To evaluate pain with respect to bone injury in rodents, only models of post-fracture pain evaluation and bone cancer models have so far been used.^29–31 The difference between post-fracture pain models and osteotomy models is that in these studies no pain medication is given; also with bone cancer models, pain will often exceed what is to be expected in a stabilized fracture. Nevertheless, the methods to evaluate pain could be applied to osteotomy models in rodents.
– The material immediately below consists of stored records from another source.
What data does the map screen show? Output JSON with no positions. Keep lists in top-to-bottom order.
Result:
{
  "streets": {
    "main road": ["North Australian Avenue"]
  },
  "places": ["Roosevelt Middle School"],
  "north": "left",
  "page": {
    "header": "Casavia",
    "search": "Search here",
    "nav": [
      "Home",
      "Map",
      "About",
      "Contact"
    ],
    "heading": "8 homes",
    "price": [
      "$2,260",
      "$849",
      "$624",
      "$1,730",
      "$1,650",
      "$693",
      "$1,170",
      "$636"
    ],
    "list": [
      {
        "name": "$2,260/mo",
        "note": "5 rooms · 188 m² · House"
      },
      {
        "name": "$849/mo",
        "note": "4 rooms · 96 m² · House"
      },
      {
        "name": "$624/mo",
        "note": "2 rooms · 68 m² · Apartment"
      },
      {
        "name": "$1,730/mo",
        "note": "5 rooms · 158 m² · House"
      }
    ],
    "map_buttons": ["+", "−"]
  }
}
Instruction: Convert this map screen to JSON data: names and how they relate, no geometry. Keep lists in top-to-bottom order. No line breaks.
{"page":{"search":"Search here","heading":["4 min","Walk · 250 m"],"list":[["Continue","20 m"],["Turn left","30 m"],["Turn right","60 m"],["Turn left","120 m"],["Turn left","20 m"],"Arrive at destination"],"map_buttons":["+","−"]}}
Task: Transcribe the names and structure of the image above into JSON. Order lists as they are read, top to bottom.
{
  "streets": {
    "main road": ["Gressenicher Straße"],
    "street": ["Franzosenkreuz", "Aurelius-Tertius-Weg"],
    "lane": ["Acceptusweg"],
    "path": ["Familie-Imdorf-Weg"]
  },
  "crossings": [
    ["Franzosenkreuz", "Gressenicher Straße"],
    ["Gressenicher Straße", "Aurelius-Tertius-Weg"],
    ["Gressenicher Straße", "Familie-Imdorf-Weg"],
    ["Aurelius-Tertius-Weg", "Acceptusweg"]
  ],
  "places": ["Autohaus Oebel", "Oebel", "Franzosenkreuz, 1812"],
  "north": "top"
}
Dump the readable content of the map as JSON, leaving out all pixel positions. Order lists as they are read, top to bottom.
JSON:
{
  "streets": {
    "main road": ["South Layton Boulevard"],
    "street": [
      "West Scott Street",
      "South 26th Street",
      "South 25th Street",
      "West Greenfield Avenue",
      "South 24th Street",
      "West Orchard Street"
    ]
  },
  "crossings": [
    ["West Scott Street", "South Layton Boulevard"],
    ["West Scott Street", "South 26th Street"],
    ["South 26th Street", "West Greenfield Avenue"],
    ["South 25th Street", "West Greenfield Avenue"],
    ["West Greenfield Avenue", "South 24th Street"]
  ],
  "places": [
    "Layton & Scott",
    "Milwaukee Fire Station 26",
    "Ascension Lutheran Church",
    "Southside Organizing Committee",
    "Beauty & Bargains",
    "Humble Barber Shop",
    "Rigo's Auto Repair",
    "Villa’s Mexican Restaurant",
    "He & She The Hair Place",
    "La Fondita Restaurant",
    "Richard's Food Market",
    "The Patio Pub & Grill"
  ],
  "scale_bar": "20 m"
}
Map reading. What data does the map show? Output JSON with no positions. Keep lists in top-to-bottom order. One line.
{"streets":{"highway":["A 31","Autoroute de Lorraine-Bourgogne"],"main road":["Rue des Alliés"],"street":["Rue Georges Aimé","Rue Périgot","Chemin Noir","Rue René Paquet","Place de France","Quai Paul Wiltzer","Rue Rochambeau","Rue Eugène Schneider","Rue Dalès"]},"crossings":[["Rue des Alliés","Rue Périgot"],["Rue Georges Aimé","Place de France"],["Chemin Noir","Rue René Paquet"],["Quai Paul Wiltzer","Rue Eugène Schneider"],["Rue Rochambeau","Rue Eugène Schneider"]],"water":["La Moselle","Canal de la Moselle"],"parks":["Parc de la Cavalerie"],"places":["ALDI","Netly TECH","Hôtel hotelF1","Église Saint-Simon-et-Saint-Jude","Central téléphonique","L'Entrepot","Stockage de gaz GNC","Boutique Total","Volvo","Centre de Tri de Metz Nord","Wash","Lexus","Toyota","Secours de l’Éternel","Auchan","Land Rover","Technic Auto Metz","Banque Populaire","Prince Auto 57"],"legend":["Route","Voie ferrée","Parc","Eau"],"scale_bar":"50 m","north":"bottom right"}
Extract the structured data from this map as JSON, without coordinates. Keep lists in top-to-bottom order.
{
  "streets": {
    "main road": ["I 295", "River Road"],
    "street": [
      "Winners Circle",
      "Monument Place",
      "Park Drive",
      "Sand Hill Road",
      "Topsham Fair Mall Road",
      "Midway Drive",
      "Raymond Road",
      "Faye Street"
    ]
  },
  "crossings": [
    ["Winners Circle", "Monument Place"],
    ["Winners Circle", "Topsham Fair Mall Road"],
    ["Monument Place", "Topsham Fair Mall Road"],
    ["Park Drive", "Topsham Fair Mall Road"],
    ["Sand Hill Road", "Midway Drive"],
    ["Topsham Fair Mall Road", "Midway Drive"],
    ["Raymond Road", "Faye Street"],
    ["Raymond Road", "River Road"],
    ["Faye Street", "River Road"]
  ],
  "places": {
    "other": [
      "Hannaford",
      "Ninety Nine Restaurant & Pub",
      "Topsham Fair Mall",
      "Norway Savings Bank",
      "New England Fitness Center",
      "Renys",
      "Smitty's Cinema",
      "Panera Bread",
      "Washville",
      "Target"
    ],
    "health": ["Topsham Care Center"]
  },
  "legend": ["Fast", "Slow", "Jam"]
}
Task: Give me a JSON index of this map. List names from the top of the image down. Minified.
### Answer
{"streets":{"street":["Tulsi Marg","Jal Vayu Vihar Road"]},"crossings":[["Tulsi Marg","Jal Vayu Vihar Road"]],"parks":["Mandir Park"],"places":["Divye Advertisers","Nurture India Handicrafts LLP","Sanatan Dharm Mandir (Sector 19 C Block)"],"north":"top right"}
To classify pain levels the following methods can be distinguished: (i) subjective assessment of spontaneous or palpation-provoked behavior of the affected limb, e.g. reduced load or prevention of use or abnormal pose of the limb (measured as guarding time span and amount of flinching);^30,32 and (ii) methods such as the hot plate (thermal nociception) or the von Frey test (mechanical nociception) which indicate the development of hyperalgesia (exaggerated sensitivity to pain) that can occur temporarily after damage of nociceptors or peripheral nerves.^{29–31,33–35} However, both these listed methods are invasive and are associated with additional stress and pain burden for the animal. Therefore, the selection of pain assessment methods should be carefully weighed. To date, no study has been published on pain assessment in osteotomy models which provides evidence-based data on behavioral changes in mice and rats. Such studies are desperately needed and should be included in basic research. In addition, general methods to assess pain such as clinical scoring (e.g. the mouse grimace scale), and to determine well-being such as nesting score or time-to-incorporate-into-nest score (TINT), could be beneficial but need to be validated for osteotomy models. Further methods such as testing of burrowing behavior have to be considered in view of the fixation system and the possible risk of injury – for example the possibility of jamming of the external fixator on plastic housing.³⁶

Score sheet

As mentioned above, there is no standardized score sheet for osteotomy models in rats and mice. Table 1 represents an example score sheet that compares general physiological behavior with specific indicators seen in unwell animals that is used in our facility. In general, the responsible scientist must leave his/her contact details to be available if necessary. The score sheet is placed next to the cage, and must be recognizable and understandable for everyone. In addition, the animals’ health is assessed daily and they are weighed at least once a week. Signs of grade 1 must be discussed during the daily ward round with the responsible veterinarian. Grade 2 signs require the immediate notification of the on-call responsible veterinarian. After determination of the symptoms, the veterinarian will initiate the treatment taking into account the expected success of the treatment as well as the scientific data value. Consultation with the responsible scientist is recommended.

Table 1.

Example score sheet for osteotomy models in rats and mice.

	Signs	0	1	2	3
General Indicators	Appearance	Normal	Reduced grooming	Scruffy, unkempt fur	Piloerection, excrement soiling
	General condition	Normal	Diminished general condition	Distinct diminished general condition	Apathy, forced breathing
	Facial expression	Normal	Slightly closed, wet or dulled eyes	Sunken, clouded eyes	Closed and clotted eyes
	Body posture	Normal	Slight contorted posture	Contorted posture	Hunched posture
	Food and water intake	Normal	Decreased for 24 h	Constantly decreased	No intake
	Feces, urine	Normal	Slight changes in color, quantity and consistency (alone or in combination)	Abnormal in color, quantity and consistency (alone)	Abnormal in color, quantity and consistency (in combination)
	Body weight	Normal	Weight loss <5%	Weight loss 5–15%	20% weight loss
Specific indicators	Skin suture	Skin suture dry, cohesive	Stitches partly removed but skin suture still cohesive	Skin suture not cohesive	Complete failure of skin suture
	Activity	Normal	Isolated, no climbing	Inactive	Moribund
	Load on limb	Full load, pad with complete contact to ground	Not full load, pad < 50% contact to ground	Not full load, pad with rare contact to the ground	No load, no contact to the ground
	Stand and walk	Normal, hind limb stand	Reduced hind limb stand, reduced walk	Limping, no hind limb stand	No walk
	Fixation system	Stable fixation			External fixator/pins break through skin, pin/intramedullary nail/loosening of fixator/fracture/malposition of fracture endings > 10°

Prescribed interventions depend on the diagnosis (for example: pain = analgesia, infection = antibiotics, circulatory disorders = infusions).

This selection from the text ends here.